▸ Required work:
Reading the listing below, count the lines that contain the word "Margaretelor" and give that count alone.

· · · · · · ·

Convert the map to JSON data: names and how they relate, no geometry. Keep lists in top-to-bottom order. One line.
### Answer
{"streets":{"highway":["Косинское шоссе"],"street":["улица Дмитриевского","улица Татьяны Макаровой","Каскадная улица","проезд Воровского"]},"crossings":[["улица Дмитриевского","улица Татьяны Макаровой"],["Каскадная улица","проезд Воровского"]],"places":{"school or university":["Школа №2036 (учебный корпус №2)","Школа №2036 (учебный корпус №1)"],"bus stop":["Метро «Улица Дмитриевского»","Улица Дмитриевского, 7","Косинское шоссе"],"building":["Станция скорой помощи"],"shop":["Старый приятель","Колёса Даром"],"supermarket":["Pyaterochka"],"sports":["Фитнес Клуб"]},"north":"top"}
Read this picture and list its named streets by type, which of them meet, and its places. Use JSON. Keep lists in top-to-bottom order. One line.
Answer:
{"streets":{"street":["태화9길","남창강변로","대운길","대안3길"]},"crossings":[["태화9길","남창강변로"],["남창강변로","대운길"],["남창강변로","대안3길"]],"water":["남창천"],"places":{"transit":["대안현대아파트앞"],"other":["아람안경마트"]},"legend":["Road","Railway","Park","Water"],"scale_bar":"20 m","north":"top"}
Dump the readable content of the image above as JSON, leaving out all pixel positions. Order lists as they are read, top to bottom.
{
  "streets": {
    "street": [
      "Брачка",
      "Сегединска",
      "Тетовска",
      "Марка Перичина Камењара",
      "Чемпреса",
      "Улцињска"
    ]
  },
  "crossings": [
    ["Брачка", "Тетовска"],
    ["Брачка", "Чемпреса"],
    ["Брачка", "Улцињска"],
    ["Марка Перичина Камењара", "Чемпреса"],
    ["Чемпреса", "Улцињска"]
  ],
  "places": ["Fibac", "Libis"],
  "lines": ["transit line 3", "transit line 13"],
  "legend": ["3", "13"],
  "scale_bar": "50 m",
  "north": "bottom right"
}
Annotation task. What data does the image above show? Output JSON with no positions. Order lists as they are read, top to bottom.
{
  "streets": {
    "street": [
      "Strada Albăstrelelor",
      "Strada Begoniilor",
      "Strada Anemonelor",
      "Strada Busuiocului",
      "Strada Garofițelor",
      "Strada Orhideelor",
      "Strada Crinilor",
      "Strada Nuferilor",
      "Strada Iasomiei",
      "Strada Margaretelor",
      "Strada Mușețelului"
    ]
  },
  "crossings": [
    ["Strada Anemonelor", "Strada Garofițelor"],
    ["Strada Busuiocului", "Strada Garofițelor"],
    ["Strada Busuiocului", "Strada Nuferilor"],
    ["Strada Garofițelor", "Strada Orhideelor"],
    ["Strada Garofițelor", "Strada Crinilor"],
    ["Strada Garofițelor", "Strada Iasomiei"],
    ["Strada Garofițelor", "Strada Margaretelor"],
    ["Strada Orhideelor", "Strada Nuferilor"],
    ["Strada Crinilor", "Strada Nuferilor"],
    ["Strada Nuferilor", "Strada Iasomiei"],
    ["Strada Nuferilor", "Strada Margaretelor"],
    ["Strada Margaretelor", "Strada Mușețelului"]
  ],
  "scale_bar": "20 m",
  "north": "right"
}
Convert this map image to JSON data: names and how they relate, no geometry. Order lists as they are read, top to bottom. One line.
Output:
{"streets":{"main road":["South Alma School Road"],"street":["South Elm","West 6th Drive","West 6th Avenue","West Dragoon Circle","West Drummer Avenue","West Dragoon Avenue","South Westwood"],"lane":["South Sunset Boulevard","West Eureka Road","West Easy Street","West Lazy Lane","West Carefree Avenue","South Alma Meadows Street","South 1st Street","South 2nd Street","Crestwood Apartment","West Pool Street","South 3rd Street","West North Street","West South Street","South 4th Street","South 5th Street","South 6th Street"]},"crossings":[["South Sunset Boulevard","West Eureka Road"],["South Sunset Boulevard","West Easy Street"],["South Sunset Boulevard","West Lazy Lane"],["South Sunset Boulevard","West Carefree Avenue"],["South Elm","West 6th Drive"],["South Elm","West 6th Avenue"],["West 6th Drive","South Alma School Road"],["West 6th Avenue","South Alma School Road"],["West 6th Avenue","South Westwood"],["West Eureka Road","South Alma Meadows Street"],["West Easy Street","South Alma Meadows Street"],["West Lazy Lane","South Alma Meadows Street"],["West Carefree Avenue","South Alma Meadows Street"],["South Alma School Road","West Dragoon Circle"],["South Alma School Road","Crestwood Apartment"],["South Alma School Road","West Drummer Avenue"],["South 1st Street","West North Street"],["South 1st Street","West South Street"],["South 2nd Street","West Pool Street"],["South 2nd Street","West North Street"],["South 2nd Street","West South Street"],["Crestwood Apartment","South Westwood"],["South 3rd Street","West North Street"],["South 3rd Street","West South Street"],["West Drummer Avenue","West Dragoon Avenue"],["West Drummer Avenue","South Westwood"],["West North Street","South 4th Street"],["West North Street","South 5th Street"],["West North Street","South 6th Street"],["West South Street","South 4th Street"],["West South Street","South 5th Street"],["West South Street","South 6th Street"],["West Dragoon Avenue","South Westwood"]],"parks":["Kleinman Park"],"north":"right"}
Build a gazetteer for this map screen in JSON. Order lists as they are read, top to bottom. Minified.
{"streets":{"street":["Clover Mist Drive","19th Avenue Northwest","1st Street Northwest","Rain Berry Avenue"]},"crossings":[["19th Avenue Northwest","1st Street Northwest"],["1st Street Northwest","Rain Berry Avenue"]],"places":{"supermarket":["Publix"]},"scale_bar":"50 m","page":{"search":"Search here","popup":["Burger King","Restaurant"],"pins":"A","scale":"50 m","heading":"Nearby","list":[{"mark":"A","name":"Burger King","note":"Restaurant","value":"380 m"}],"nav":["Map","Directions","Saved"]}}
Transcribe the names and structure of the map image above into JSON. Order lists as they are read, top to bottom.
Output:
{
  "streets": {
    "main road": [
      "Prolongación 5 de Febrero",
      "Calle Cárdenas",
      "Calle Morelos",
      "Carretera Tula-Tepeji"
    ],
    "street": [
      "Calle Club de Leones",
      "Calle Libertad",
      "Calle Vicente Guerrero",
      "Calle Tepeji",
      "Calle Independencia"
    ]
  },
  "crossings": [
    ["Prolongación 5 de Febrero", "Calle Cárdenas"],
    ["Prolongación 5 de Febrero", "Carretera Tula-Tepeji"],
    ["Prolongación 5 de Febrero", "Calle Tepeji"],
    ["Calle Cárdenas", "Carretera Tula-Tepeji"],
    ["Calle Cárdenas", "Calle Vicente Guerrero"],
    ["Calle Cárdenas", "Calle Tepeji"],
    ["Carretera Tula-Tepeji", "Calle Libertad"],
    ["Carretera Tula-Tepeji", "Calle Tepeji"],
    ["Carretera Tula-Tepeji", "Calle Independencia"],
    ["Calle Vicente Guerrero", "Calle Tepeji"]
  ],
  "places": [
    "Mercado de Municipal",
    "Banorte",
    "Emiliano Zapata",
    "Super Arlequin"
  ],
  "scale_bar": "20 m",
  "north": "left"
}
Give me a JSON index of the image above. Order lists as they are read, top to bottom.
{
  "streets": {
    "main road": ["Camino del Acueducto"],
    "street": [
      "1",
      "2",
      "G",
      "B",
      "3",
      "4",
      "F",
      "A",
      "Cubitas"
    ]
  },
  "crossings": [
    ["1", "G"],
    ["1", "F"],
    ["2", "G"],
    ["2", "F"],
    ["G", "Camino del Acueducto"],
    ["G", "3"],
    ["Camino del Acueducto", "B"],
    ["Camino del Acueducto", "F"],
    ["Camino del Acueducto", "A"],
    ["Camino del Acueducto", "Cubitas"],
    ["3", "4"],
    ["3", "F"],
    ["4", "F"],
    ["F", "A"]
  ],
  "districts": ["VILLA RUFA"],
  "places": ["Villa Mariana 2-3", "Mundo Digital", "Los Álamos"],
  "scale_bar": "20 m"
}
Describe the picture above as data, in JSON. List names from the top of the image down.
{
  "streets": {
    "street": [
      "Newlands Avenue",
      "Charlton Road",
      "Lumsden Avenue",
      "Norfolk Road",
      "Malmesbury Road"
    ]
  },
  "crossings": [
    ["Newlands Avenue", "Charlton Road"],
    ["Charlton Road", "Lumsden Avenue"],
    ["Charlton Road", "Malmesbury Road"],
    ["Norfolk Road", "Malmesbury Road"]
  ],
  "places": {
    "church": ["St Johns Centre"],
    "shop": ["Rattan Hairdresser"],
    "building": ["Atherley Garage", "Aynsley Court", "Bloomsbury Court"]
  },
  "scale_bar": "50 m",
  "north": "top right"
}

· · · · · · ·

▸ Answer:
4